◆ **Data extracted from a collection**
:::

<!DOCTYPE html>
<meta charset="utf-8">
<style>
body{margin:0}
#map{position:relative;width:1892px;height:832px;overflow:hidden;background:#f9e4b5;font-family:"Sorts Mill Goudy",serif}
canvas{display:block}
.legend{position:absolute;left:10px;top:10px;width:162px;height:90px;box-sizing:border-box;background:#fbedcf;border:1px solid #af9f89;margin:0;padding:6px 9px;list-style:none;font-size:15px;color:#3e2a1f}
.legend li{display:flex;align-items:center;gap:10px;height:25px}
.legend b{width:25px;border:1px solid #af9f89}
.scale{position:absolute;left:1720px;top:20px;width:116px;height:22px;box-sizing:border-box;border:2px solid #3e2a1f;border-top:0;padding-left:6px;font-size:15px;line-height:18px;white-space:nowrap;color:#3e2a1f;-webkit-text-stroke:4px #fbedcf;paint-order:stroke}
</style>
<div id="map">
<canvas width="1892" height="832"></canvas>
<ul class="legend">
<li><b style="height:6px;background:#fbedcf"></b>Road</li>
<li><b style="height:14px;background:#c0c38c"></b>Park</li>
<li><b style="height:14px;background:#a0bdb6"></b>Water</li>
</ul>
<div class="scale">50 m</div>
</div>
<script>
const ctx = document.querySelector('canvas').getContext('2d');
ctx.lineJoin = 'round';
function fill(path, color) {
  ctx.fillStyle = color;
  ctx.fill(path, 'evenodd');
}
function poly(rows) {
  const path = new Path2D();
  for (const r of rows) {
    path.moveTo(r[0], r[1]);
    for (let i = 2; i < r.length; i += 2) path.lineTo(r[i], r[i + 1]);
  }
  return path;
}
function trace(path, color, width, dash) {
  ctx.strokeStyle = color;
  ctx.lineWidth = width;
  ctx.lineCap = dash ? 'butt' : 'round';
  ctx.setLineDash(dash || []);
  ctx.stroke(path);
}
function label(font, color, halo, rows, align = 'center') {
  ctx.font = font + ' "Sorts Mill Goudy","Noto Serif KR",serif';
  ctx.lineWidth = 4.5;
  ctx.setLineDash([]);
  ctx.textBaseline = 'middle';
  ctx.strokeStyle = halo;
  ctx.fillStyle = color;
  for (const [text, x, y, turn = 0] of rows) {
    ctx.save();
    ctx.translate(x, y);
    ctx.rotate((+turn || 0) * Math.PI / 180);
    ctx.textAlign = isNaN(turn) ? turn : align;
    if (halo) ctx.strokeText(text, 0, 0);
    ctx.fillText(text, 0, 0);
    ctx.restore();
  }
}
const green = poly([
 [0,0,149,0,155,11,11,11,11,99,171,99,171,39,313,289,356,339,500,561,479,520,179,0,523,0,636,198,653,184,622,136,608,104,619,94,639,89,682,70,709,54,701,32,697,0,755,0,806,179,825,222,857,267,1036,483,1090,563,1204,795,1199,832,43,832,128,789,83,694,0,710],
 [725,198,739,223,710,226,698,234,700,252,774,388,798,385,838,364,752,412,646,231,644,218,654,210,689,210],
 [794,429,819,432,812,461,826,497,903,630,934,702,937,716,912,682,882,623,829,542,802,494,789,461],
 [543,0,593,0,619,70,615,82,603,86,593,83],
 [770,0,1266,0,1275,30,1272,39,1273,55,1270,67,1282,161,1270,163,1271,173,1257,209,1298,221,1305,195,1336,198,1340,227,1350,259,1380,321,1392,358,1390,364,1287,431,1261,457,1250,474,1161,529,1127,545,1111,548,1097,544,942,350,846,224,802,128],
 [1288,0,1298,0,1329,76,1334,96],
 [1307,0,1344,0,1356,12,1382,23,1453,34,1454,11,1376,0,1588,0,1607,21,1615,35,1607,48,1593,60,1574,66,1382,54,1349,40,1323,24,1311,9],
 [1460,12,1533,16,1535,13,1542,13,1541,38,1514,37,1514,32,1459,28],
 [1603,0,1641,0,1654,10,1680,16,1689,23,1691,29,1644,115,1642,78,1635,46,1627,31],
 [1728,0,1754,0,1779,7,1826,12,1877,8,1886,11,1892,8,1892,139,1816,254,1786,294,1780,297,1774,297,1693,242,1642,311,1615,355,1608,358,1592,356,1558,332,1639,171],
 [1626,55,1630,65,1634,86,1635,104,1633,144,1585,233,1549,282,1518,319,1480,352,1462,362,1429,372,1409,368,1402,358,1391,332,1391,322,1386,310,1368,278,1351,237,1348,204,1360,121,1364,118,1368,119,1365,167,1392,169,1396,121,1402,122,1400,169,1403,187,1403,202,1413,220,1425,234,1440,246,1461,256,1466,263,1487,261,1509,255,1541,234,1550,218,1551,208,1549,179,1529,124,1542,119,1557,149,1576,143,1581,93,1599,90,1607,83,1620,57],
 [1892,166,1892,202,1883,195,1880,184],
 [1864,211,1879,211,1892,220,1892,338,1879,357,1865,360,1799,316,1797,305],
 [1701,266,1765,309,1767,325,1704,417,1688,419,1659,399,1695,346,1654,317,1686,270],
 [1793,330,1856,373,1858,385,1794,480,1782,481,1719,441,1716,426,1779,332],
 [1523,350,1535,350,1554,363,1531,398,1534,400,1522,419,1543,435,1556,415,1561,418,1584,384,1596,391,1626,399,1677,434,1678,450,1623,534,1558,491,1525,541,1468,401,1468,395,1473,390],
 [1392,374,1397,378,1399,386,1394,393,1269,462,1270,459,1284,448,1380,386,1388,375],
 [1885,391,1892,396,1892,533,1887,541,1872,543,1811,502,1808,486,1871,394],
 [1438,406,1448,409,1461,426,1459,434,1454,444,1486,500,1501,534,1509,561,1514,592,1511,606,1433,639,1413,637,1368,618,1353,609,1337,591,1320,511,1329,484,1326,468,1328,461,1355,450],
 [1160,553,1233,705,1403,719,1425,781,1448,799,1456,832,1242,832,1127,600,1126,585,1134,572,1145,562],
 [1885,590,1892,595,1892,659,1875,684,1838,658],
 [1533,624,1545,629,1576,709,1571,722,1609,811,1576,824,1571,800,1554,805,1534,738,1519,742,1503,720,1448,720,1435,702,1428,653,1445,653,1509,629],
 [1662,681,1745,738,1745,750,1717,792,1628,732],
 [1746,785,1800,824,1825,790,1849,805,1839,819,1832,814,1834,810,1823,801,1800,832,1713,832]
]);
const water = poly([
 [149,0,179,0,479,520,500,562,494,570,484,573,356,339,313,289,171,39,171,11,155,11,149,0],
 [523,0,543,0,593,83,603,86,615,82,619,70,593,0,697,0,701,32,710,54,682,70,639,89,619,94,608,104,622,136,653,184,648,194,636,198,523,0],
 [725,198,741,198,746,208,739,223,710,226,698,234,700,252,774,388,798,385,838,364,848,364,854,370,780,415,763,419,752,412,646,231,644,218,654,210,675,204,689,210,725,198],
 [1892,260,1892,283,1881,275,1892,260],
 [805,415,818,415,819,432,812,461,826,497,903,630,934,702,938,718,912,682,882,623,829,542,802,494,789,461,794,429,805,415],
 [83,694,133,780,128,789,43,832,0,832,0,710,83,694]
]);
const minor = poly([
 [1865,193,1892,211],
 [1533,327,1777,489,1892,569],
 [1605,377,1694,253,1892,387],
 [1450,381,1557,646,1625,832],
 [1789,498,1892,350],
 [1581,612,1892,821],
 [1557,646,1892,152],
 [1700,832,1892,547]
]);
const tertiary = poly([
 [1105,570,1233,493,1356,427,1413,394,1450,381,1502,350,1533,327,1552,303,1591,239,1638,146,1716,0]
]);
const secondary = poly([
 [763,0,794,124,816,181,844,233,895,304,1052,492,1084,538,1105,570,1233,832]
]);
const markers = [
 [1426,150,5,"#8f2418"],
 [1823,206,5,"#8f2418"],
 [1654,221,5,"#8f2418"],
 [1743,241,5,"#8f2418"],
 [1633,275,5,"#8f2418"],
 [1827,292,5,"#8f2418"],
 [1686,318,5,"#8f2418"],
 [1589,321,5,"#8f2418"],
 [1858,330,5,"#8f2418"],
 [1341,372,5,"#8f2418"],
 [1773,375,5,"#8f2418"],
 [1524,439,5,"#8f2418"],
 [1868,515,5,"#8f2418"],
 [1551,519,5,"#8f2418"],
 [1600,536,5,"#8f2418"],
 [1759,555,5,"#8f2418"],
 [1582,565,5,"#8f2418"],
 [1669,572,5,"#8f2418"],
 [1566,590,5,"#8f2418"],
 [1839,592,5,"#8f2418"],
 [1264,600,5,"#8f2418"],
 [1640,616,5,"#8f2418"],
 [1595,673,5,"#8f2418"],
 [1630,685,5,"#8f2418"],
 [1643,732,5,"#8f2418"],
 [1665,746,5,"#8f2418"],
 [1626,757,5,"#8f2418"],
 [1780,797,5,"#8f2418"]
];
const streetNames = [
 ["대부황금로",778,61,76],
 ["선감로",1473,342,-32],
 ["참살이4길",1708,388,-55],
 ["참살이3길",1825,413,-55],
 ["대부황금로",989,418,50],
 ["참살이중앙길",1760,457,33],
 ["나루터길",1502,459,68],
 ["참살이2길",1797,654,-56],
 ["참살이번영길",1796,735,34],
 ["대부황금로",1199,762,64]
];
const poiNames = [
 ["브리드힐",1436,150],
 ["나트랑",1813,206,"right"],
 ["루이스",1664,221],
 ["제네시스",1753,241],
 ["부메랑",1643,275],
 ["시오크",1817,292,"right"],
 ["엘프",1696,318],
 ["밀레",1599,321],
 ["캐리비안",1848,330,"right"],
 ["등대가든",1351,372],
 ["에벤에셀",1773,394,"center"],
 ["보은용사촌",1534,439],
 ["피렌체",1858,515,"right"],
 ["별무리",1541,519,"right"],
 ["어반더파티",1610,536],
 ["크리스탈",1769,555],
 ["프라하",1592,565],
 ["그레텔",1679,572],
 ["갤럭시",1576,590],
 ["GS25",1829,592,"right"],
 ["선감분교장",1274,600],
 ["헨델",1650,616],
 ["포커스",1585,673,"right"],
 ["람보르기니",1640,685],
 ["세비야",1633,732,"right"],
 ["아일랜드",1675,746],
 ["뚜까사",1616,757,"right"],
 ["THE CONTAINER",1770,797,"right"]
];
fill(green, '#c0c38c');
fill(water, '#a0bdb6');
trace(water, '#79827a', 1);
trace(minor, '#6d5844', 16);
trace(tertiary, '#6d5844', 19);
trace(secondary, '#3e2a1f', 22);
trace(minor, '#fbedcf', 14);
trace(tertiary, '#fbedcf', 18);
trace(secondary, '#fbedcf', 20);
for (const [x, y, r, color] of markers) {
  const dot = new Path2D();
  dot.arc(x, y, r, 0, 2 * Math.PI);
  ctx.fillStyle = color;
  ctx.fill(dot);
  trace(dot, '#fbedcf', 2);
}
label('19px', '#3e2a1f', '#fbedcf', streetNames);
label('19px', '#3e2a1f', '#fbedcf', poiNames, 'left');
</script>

:::

◆ **WORK ITEM**
Starting at the first line of the data above, retype each line exactly until you reach the line containing "const path = new Path2D();", and include that line too.

◆ **RESPONSE FOR THIS EXERCISE**
<!DOCTYPE html>
<meta charset="utf-8">
<style>
body{margin:0}
#map{position:relative;width:1892px;height:832px;overflow:hidden;background:#f9e4b5;font-family:"Sorts Mill Goudy",serif}
canvas{display:block}
.legend{position:absolute;left:10px;top:10px;width:162px;height:90px;box-sizing:border-box;background:#fbedcf;border:1px solid #af9f89;margin:0;padding:6px 9px;list-style:none;font-size:15px;color:#3e2a1f}
.legend li{display:flex;align-items:center;gap:10px;height:25px}
.legend b{width:25px;border:1px solid #af9f89}
.scale{position:absolute;left:1720px;top:20px;width:116px;height:22px;box-sizing:border-box;border:2px solid #3e2a1f;border-top:0;padding-left:6px;font-size:15px;line-height:18px;white-space:nowrap;color:#3e2a1f;-webkit-text-stroke:4px #fbedcf;paint-order:stroke}
</style>
<div id="map">
<canvas width="1892" height="832"></canvas>
<ul class="legend">
<li><b style="height:6px;background:#fbedcf"></b>Road</li>
<li><b style="height:14px;background:#c0c38c"></b>Park</li>
<li><b style="height:14px;background:#a0bdb6"></b>Water</li>
</ul>
<div class="scale">50 m</div>
</div>
<script>
const ctx = document.querySelector('canvas').getContext('2d');
ctx.lineJoin = 'round';
function fill(path, color) {
  ctx.fillStyle = color;
  ctx.fill(path, 'evenodd');
}
function poly(rows) {
  const path = new Path2D();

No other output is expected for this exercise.